## [Data supplied]

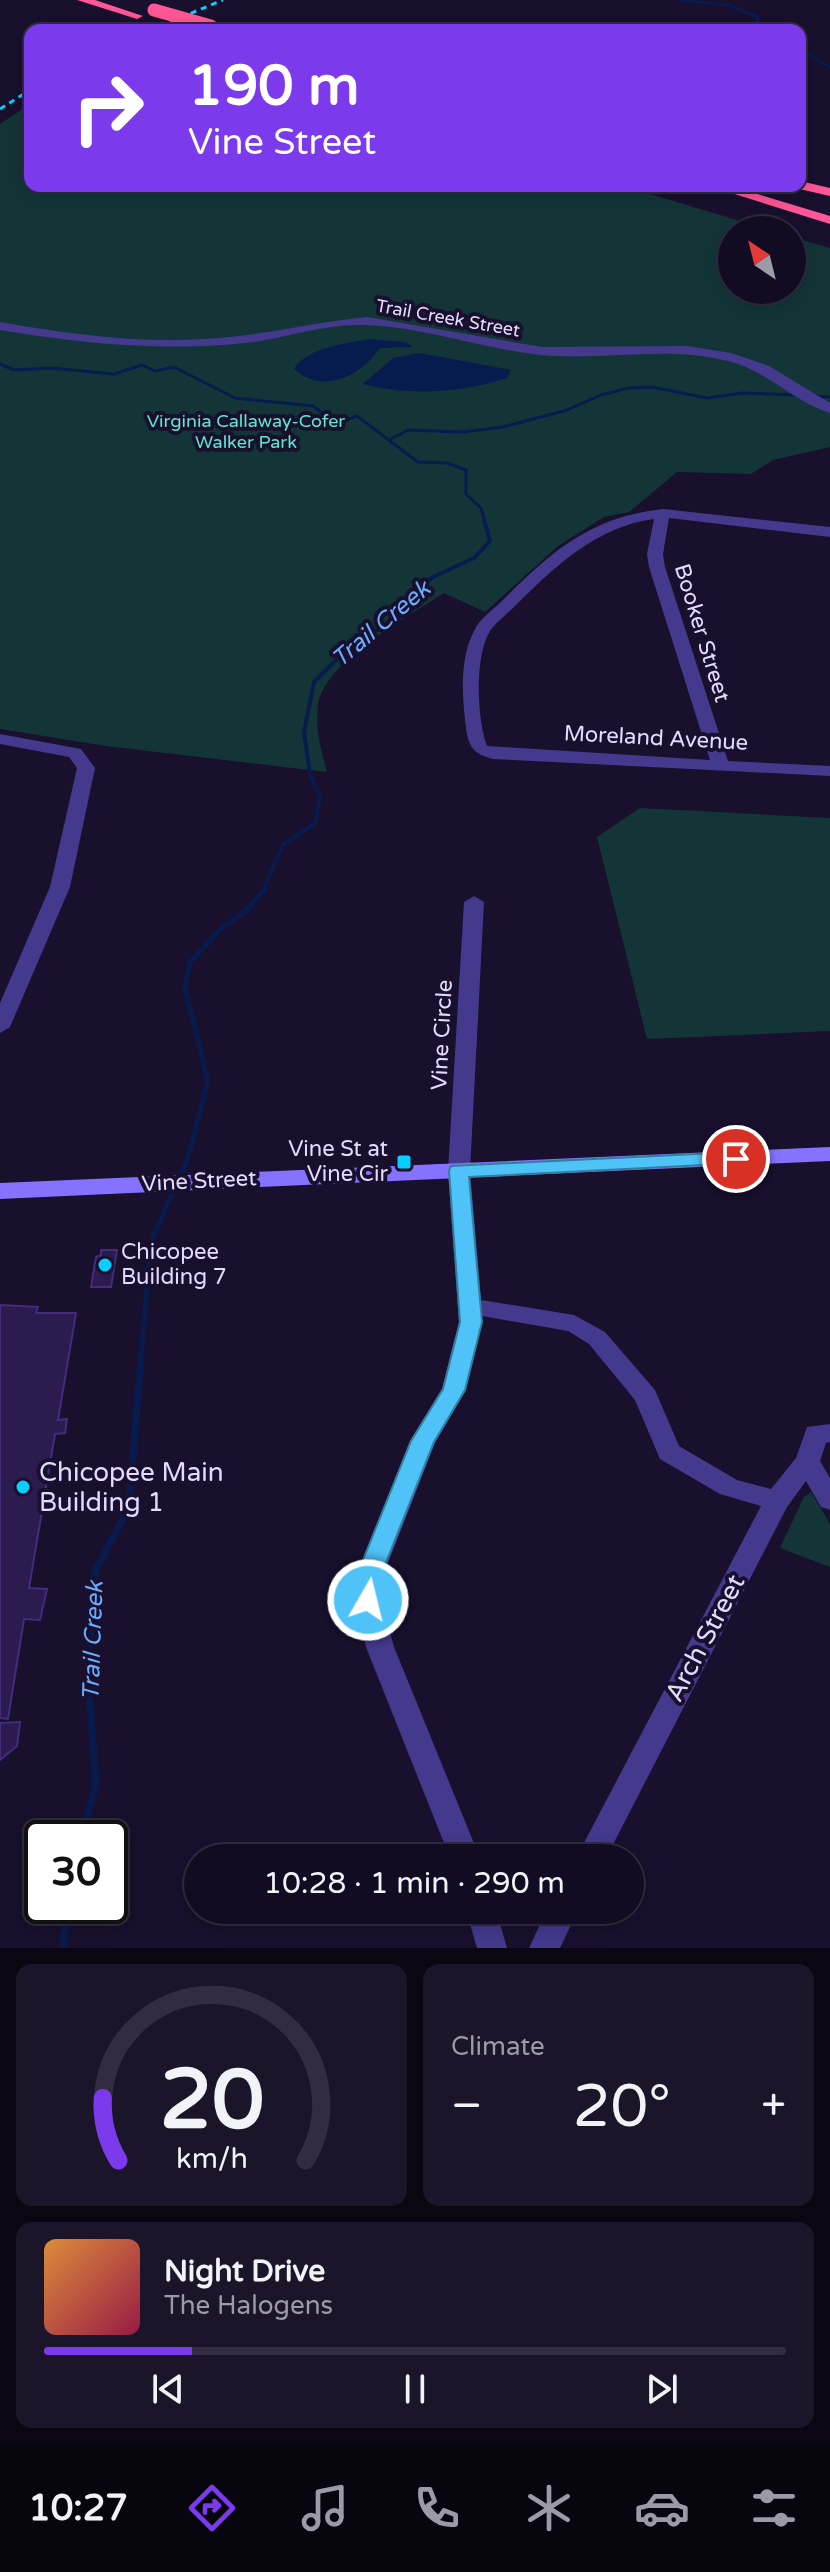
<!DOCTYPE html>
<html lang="en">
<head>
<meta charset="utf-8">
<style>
	body { margin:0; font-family:"Varela Round",sans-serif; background:#1b152a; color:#f1f3f6; height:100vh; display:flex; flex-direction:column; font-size:30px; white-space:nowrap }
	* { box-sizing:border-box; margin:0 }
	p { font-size:26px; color:#9c9ba5 }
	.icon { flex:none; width:44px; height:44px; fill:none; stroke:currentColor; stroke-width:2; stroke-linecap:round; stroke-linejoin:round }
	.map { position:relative; height:1948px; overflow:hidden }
	.details { display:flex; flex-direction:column; gap:16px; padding:16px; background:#0a0713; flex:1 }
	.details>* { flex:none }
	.top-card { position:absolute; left:24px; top:24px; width:782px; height:168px; border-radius:16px; box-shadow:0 4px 20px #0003,0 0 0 2px #312c40; background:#7c3aed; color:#fff; overflow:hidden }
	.needle { width:52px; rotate:325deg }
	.tools { position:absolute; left:718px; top:216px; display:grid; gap:16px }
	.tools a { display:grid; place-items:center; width:88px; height:88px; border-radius:50%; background:#120c22; box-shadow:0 4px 20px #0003,0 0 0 2px #312c40; font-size:40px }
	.speed { position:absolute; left:24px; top:1820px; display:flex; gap:16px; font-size:40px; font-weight:700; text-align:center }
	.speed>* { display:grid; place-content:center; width:104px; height:104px; border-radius:50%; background:#120c22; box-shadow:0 4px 20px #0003,0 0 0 2px #312c40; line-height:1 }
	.speed .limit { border:4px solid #111; border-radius:12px; background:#fff; color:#111 }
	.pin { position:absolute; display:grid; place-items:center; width:68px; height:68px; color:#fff; margin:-34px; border:4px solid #fff; border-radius:50%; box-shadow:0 2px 8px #0007 }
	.me { position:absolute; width:88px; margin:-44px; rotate:8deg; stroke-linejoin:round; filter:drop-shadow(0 0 6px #0008) }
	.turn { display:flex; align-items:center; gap:28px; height:168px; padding:0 32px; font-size:36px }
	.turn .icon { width:104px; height:104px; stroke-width:2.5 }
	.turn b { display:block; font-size:56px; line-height:68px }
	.big { font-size:60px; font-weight:600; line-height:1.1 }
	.details .widget { flex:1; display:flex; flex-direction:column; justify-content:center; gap:12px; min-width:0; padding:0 28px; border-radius:16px; background:#1b152a }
	.details .dial { align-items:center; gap:0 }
	.dial svg { height:208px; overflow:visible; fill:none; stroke:#312c40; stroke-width:7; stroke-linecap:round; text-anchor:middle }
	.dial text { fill:#f1f3f6; stroke:none }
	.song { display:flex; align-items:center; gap:24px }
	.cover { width:96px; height:96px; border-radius:12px; background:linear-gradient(135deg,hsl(30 70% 55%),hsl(340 70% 35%)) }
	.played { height:8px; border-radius:4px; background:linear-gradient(90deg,#7c3aed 20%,#312c40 20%) }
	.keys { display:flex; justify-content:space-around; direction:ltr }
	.heat { display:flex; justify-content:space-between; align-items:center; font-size:44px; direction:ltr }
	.details .tiles { flex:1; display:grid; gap:16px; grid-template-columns:1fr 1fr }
	.widget:last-child { grid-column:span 2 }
	.trip { position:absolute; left:184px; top:1844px; width:460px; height:80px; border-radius:40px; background:#120c22; box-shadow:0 4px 20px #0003,0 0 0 2px #312c40; font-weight:600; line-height:80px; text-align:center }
	.tabs { display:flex; height:128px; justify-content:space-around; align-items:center; background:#07050e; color:#9c9ba5 }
	.tabs .icon { width:56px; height:56px }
	.tabs .active { color:#7c3aed }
	.tabs b { font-size:36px; color:#f1f3f6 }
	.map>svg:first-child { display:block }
	.green { fill:#133538 }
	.water { fill:#081b4e }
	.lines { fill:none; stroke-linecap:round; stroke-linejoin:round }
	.stream-far3 { stroke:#081b4e; stroke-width:3 }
	.stream-far2 { stroke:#081b4e; stroke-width:4 }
	.stream-far1 { stroke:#081b4e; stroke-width:5 }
	.stream { stroke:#081b4e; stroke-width:7 }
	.building { fill:#2b1b4f; stroke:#442c7c; stroke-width:2 }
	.street { fill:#45398e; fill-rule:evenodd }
	.secondary { fill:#8573ff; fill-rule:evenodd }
	.highway { fill:#ff5797; fill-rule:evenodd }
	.rail { stroke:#08ceff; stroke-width:3; stroke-dasharray:6 5; stroke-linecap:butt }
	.highway-bridge { stroke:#ff5797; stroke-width:13 }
	.route { fill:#4fc3f7; stroke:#337fa1; stroke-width:2 }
	.poi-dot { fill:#08ceff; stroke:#18102d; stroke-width:3 }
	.labels { text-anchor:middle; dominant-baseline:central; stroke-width:8; stroke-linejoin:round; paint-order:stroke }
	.far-street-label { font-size:18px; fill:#e4dcff; stroke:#18102d }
	.far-park-label { font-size:18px; fill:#61e6d2; stroke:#18102d }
	.street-label { font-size:22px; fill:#e4dcff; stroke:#18102d }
	.poi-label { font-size:22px; fill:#e4dcff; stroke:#18102d; text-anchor:end }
	.water-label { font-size:24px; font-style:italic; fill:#6aacff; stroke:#18102d }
	.near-poi-label { font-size:26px; fill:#e4dcff; stroke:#18102d; text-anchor:start }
	.near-street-label { font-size:26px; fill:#e4dcff; stroke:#18102d }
</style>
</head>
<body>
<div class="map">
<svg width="830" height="1948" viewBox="0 0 830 1948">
	<rect width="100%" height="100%" fill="#18102d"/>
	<!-- green -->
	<g class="green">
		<path d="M30,104v82h594l146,44h-38v60h60v-53l38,11v199l-57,13 -22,14 -74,-2 -48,40 -25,5 -46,29 -73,66 -41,-19c-35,23 -120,69 -126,112 -3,24 3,45 9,67l-221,-26 -106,-17v-605z"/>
		<path d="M640,808l190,10v213l-183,8 -50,-202z"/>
		<path d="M811,1492l19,32v43l-50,-19 24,-51z"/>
	</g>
	<!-- water -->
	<g class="water">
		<path d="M370,339l36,3 6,5 -31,1c-6,4 -7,9 -13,14 -21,20 -50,28 -74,7 12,-21 53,-26 76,-30z"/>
		<path d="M419,353l92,17 -4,8c-44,15 -99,18 -144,6l30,-26z"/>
	</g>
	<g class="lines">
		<!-- stream-far3 -->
		<g class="stream-far3">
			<path d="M680,0l49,5 28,12 1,7 9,6"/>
			<path d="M800,50l30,17"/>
			<path d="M0,364l14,6 37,-2 63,6 28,-9 13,6 19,-4 61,31 78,8 15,11 15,4 14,-5 61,46 29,1 19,7v24l15,14 4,14"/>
			<path d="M815,396l15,1"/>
			<path d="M391,439l17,-9 54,2 41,-5 64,-17 34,-15 28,-7 23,-1 55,11 35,-5 55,2"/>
		</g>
		<!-- stream-far2 -->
		<path class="stream-far2" d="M263,891l20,-46 33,-23 4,-26 -10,-22 -6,-42 10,-50 33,-33 50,-32 15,-25 21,-15 41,-19 16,-17 -6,-21"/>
		<!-- stream-far1 -->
		<path class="stream-far1" d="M141,1358l10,-117 36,-80 21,-80 -23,-93 5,-26 33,-35 24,-17 17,-21"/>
		<!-- stream -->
		<g class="stream">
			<path d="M82,1838l14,-54 -8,-110 7,-103 34,-64 12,-151"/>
			<path d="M63,1948l4,-42"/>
		</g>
	</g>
	<!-- building -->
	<g class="building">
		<path d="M101,1250h16l-6,37h-20l5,-30 5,-2z"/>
		<path d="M0,1305l38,2 -2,6h40l-18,107 9,-1 -2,14 -10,1 -26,154 18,1 -7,31 -16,-1 -16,100 -8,-1z"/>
		<path d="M20,1722l-3,24 -17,14v-37z"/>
	</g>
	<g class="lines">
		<!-- street -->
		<g class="street">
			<path d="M367,317l175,30 145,-1 44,7 38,13 61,37v10c-36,-11 -64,-43 -102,-52 -61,-16 -125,0 -187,-6 -56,-6 -119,-28 -174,-30 -44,-2 -88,16 -132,19 -80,7 -156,-1 -235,-14v-8c79,14 159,24 239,14 43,-5 85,-15 128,-19z"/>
			<path d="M663,509l167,18v10l-161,-19 -6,36 2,13 63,194 102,5v10l-337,-17c-24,-6 -25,-16 -28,-39 -3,-29 -5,-62 9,-89 5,-12 20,-22 29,-31 50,-50 88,-83 160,-91zM654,519l-7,35 2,13 61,193 -223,-14c-10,-27 -13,-89 3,-115 6,-9 18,-18 26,-26 39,-39 82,-79 138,-86z"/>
			<path d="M0,734l81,15 14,19 -25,119 -60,140 -10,6v-30l50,-116 27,-119 -8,-11 -69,-13z"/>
			<path d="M474,896l10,6 -14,269 11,129 93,15 31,17 50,58 24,56 58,34 34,9 25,-31 11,-31 23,-3v18l-4,1 -6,18 10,17v32l-9,-3 -15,-26 -19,26 -181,351h-30l185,-352 -41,-12 -60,-35 -25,-59 -46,-56 -21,-13 -86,-15 -16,74 -31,53 -54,138v19l13,47 86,211h-30l-84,-211 -11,-47v-19l55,-140 32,-52 17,-67 -11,-151 16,-269z"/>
			<path d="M466,1910h30l11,38h-30z"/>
			<path d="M547,1910h31l-18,38h-31z"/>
		</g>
		<!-- secondary -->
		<path class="secondary" d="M830,1147v14l-830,38v-16z"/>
		<!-- highway -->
		<g class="highway">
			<path d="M77,0h18l48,16 -6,3z"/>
			<path d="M800,181l30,7v8l-35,-8 5,-2z"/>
			<path d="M709,186h22l99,30v8z"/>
		</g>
		<!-- rail -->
		<g class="rail">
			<path d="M150,30l73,-30"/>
			<path d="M0,109l30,-19"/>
		</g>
		<!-- highway-bridge -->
		<path class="highway-bridge" d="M154,10l57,16"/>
	</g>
	<!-- route -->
	<path class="route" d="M736,1152l10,7 -3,4 -274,14 13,145 -17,68 -31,52 -47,118 -7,21 1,19 -4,7 -9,3 -8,-3 -5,-26 8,-21 48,-119 32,-52 17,-67 -11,-151 2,-5z"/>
	<!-- markers -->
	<g class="poi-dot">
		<rect x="396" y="1154" width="16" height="16" rx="4"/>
		<circle cx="105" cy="1265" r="8"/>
		<circle cx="23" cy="1487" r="8"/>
	</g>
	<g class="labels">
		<!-- far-street labels -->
		<g class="far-street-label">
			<text transform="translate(448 318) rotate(10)">Trail Creek Street</text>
		</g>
		<!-- far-park labels -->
		<g class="far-park-label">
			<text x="246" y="421">Virginia Callaway-Cofer<tspan x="246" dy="21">Walker Park</tspan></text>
		</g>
		<!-- street labels -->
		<g class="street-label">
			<text transform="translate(702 633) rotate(73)">Booker Street</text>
			<text transform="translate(656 738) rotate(3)">Moreland Avenue</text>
			<text transform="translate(442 1035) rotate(-87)">Vine Circle</text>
			<text transform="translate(199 1181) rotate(-3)">Vine Street</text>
		</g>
		<!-- poi labels -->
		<g class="poi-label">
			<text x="388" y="1149">Vine St at<tspan x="388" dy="25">Vine Cir</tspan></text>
			<text x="121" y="1252" text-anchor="start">Chicopee<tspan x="121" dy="25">Building 7</tspan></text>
		</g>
		<!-- water labels -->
		<g class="water-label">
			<text transform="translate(381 624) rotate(-40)">Trail Creek</text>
			<text transform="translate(93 1641) rotate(-88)">Trail Creek</text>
		</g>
		<!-- near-poi labels -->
		<g class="near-poi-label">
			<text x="39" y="1472">Chicopee Main<tspan x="39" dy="30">Building 1</tspan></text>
		</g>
		<!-- near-street labels -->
		<g class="near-street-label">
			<text transform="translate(705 1638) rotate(-62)">Arch Street</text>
		</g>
	</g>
</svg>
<div class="tools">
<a><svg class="needle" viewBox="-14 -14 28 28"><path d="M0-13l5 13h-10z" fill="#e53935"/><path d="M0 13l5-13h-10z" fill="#9c9ba5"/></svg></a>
</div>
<div class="speed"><div class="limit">30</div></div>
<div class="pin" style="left:736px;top:1159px;background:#d93025"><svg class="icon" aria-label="arrive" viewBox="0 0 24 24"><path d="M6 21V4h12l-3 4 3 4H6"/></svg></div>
<svg class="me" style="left:368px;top:1600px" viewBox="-20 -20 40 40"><circle r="17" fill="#4fc3f7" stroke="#fff" stroke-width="3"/><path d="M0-11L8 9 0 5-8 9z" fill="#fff"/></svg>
<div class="trip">10:28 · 1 min · 290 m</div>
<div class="top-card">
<div class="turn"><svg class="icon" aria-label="right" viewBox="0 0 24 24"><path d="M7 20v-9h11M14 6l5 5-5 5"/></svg><div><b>190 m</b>Vine Street</div></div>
</div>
</div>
<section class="details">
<div class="tiles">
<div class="widget dial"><svg viewBox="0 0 100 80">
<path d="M14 69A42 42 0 1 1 86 69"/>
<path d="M14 69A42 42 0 0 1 8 45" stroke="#7c3aed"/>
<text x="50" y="56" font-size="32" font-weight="700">20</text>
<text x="50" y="72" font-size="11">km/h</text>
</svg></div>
<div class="widget"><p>Climate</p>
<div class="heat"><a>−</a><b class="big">20°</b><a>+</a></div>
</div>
<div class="widget">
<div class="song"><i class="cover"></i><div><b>Night Drive</b><p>The Halogens</p></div></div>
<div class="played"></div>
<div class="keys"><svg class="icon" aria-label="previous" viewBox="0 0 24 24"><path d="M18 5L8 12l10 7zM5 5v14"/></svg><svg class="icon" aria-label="pause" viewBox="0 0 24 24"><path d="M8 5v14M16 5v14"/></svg><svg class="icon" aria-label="next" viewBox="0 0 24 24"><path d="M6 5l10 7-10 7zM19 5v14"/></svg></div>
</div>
</div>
</section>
<nav class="tabs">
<b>10:27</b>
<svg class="icon active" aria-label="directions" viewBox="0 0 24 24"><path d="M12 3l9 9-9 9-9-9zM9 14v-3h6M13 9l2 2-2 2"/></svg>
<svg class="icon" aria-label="music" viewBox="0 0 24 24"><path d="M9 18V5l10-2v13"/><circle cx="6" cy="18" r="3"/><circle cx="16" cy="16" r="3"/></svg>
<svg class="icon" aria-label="phone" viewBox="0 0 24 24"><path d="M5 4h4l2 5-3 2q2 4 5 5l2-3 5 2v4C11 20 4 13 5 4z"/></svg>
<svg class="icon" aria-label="climate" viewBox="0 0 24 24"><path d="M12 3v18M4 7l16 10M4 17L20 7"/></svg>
<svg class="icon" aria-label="car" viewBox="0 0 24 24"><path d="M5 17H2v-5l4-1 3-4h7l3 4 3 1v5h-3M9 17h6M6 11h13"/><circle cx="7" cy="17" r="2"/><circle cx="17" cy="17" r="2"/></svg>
<svg class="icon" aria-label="filters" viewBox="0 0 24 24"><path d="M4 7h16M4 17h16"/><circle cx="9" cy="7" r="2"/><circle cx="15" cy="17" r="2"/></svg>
</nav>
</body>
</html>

## [Description of the task]
Copy out each line of the listing that contains the word "tools".

## [Solution]
	.tools { position:absolute; left:718px; top:216px; display:grid; gap:16px }
	.tools a { display:grid; place-items:center; width:88px; height:88px; border-radius:50%; background:#120c22; box-shadow:0 4px 20px #0003,0 0 0 2px #312c40; font-size:40px }
<div class="tools">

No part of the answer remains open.